E reafirmando vez após outra a inegável energia e jovialidade que preserva, (reclamando inclusive com a organização por ter trocado a sua vodka por água), Simeon conquistou o coração de fãs novos e antigos, que insistiram tanto que o convenceram a tocar mais uma antes da despedida. Temas novos imiscuíram-se entre clássicos da primeira fase da carreira de Silver Apples, como “Oscillations” ou “Seagreen Serenade”, e desta forma se fez um concerto que, pecando pela sua brevidade, não deixou de se juntar a muitos dos belíssimos momentos que a casa tem vivido ao longo dos anos.

E as modulações, que Simeon empregava sem reservas para enriquecer o seu som – principalmente delays de vários tamanhos e formas – lançavam-no em feedbacks descontrolados de ruído com a mesma facilidade com que cavalgava ritmos pop reminiscentes de uns precursores de Animal Collective.

E por falar de momentos que ficam para a memória, registe-se sem devaneios o retorno, depois daquilo que tem parecido uma eternidade, dos ilustríssimos Gala Drop a estas paragens, cuja falta tem sido muito sentida, diga-se de passagem, por quem não os encontra desde o lançamento de “II”, em 2014. Uma banda em muitos aspectos única em Portugal, a sua abordagem à ginga da eletrónica por meio de instrumentação típica do rock só é favorecida pela espessa camada de psicadelismo com que a cobrem, representando, à semelhança de Silver Apples, mais um espectáculo que dá voz à primazia do ritmo e das texturas.

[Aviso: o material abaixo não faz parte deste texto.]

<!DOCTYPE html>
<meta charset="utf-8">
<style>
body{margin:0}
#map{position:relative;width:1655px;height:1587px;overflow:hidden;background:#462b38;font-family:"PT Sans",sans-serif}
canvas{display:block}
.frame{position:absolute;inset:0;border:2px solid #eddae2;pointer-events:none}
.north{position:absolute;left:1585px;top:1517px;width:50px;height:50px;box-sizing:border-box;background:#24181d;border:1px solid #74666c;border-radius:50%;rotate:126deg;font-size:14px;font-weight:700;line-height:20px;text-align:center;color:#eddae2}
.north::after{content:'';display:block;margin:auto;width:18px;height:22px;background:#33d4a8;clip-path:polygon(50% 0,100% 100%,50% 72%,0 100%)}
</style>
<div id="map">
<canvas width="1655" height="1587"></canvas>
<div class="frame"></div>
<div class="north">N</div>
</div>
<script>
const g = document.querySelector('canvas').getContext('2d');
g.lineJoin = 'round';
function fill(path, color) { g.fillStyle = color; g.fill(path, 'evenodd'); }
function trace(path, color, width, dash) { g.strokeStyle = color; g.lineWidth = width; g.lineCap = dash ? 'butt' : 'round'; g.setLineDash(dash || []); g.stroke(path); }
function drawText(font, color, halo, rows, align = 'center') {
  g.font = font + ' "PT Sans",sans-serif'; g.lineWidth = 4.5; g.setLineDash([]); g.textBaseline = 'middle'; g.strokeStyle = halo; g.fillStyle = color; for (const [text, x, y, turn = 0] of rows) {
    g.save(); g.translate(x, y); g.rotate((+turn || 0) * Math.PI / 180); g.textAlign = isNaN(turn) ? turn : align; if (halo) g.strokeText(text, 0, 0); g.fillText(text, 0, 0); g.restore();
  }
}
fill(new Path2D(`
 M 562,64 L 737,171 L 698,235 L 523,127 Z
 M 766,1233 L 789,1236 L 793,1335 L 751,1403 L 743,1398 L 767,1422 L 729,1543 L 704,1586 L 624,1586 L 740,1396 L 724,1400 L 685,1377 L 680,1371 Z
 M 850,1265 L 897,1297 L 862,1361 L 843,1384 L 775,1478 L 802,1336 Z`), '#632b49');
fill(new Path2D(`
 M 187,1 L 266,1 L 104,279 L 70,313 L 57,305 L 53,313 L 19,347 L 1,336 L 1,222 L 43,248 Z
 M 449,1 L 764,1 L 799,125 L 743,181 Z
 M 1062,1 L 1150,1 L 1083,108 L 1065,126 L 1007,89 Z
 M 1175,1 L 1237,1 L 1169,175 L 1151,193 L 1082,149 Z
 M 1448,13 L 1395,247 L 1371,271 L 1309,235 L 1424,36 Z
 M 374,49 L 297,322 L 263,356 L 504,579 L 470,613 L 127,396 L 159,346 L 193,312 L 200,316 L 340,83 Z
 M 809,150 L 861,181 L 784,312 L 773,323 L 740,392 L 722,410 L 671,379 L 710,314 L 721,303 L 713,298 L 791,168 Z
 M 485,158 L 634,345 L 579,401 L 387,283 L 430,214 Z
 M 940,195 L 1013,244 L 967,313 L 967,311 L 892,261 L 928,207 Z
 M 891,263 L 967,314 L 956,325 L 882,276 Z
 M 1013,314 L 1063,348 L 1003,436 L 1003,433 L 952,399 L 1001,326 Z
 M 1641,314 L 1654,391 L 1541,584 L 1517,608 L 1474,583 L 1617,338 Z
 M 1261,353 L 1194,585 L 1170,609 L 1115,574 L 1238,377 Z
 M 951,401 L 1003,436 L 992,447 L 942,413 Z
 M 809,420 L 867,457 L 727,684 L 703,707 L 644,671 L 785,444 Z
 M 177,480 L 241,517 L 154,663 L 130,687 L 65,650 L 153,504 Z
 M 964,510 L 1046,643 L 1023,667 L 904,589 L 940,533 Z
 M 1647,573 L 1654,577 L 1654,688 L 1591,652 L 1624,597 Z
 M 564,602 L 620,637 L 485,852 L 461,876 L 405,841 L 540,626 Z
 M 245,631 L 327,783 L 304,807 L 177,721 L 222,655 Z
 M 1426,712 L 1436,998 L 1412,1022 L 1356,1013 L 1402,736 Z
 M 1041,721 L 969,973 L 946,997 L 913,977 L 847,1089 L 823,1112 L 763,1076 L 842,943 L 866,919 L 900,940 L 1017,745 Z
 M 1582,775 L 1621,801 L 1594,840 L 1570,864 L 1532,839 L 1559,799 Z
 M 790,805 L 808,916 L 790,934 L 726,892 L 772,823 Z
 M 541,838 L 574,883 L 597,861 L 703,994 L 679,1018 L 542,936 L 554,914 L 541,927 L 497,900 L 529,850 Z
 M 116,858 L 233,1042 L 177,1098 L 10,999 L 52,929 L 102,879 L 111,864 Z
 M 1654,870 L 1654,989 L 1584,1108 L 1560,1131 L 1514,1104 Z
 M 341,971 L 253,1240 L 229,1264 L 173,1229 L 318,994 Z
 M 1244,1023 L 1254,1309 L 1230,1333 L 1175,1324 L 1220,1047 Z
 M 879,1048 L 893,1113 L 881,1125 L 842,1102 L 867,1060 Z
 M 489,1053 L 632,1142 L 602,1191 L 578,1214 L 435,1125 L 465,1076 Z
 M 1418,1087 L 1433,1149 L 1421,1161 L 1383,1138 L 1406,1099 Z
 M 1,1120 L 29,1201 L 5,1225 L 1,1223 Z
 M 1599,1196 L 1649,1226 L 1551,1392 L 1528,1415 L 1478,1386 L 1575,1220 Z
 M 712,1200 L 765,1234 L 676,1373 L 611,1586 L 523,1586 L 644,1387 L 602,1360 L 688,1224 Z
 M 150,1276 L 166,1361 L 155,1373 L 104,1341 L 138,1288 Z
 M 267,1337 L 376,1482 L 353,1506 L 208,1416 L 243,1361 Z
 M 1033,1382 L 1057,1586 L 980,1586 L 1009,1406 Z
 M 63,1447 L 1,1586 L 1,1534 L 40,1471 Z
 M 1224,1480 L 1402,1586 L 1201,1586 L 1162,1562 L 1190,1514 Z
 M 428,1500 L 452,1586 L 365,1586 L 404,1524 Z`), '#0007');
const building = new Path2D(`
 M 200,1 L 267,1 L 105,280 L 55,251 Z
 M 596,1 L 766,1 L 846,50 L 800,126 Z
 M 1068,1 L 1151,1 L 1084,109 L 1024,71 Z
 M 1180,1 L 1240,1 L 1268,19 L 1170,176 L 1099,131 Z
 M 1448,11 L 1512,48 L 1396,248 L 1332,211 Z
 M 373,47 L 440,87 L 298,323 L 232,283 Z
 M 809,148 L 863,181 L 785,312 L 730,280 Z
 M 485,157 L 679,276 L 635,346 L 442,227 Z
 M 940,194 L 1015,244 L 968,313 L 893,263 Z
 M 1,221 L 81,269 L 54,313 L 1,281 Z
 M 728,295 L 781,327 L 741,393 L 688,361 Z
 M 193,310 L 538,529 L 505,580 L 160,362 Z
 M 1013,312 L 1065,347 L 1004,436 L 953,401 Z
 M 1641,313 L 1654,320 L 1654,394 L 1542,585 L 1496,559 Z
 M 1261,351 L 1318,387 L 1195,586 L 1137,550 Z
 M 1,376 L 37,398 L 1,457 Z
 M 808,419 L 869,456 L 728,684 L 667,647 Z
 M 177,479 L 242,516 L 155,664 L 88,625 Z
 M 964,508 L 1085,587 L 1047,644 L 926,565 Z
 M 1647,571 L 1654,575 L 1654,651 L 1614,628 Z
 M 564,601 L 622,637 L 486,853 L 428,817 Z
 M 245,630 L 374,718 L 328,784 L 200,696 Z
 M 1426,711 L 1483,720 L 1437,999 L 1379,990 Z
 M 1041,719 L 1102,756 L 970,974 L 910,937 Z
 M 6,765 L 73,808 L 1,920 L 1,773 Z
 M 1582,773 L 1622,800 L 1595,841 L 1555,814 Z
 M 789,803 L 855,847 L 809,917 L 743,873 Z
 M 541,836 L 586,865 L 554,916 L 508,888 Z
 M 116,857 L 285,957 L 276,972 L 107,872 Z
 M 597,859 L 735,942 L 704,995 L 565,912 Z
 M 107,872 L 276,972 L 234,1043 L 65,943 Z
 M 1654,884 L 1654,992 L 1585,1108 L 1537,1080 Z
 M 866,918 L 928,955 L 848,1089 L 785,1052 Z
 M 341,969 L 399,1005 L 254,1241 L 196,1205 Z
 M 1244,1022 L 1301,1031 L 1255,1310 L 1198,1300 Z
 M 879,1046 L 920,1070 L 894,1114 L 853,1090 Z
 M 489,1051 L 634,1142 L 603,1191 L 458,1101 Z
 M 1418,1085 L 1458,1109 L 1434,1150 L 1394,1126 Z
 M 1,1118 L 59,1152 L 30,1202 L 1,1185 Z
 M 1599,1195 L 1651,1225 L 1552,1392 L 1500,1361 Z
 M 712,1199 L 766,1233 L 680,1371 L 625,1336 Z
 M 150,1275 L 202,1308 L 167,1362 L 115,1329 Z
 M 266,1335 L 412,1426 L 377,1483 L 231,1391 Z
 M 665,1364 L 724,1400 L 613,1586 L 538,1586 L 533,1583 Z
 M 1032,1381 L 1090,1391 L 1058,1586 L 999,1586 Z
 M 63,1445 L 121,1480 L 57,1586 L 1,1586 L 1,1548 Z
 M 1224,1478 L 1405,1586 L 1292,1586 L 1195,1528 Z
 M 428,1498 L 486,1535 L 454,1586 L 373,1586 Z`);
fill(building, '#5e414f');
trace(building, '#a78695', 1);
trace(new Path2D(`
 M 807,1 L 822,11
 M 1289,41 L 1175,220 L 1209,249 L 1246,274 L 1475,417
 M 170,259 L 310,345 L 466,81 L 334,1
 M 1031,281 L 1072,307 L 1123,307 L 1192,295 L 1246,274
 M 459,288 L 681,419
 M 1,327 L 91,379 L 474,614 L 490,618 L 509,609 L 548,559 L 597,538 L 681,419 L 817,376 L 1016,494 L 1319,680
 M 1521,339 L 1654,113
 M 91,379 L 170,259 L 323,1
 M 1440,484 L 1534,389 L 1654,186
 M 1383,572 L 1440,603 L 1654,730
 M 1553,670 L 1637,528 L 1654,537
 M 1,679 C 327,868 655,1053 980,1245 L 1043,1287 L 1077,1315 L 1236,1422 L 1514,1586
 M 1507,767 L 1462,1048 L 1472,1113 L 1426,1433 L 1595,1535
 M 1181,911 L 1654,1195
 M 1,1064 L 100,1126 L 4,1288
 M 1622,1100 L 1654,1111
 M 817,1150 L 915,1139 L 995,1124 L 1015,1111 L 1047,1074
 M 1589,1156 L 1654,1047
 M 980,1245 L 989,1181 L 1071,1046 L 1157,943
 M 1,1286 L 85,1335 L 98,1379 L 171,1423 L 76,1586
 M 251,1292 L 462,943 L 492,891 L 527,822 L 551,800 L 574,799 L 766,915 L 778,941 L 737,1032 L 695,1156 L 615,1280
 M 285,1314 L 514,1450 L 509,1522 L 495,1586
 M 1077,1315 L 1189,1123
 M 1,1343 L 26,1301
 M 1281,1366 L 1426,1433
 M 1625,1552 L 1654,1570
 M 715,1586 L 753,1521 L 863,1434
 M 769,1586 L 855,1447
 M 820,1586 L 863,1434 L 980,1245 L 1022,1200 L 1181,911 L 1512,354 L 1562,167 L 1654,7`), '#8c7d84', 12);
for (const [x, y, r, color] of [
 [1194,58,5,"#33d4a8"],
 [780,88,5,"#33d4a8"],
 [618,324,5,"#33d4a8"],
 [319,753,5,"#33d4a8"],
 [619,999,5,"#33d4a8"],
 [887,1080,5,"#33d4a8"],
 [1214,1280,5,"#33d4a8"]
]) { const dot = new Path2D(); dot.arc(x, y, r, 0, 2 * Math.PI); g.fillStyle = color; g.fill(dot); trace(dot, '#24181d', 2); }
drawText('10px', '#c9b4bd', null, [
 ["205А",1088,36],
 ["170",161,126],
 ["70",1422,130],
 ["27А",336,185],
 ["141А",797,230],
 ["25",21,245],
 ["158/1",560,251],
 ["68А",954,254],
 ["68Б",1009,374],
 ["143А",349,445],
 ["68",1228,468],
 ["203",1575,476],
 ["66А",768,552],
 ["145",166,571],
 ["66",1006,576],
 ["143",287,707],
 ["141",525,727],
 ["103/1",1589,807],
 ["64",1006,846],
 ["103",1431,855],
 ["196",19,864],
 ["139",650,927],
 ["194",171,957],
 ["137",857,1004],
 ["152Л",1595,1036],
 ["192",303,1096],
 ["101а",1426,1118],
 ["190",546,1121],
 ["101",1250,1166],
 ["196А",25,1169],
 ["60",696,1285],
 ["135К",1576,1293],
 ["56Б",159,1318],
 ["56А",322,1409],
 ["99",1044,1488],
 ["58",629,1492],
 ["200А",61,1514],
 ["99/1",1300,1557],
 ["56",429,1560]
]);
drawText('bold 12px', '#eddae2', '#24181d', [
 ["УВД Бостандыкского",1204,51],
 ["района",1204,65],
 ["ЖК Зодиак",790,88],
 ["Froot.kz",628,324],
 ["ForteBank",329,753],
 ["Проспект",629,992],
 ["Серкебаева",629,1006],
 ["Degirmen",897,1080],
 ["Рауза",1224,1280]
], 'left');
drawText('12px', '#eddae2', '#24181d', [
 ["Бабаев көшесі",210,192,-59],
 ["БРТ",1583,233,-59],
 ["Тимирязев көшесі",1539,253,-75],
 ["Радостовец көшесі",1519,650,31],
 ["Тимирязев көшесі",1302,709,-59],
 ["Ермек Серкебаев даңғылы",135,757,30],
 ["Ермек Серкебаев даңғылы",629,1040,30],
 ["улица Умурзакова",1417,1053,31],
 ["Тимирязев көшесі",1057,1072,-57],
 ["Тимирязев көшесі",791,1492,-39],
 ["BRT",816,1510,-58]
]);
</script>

E ainda que grande parte do concerto, quase sempre instrumental, se pautasse pela livre improvisação (uma característica que conferia coesão e desenvoltura notáveis aos movimentos do grupo), que não raro se manifestava em jeito de ritmos crescentes e orquestrações progressivamente mais imponentes, houve tempo ainda para leves referências ao material de discos anteriores, com um sabor predominante do que pode vir no futuro. O encerramento, com a aptamente baptizada “Samba da Maconha”, apenas deu mais ênfase ao excelente trabalho do americano Jerry the Cat, o único membro não-lusitano do grupo, no comando da percussão.
A noite prosseguiu ainda com Ghost Hunt, o projeto inspirado no krautrock alemão de Pedro Chau e Pedro Oliveira, assinalando com ainda maior diligência a convergência de mundos que é o rock eletrónico. Por mais, é só aguardar.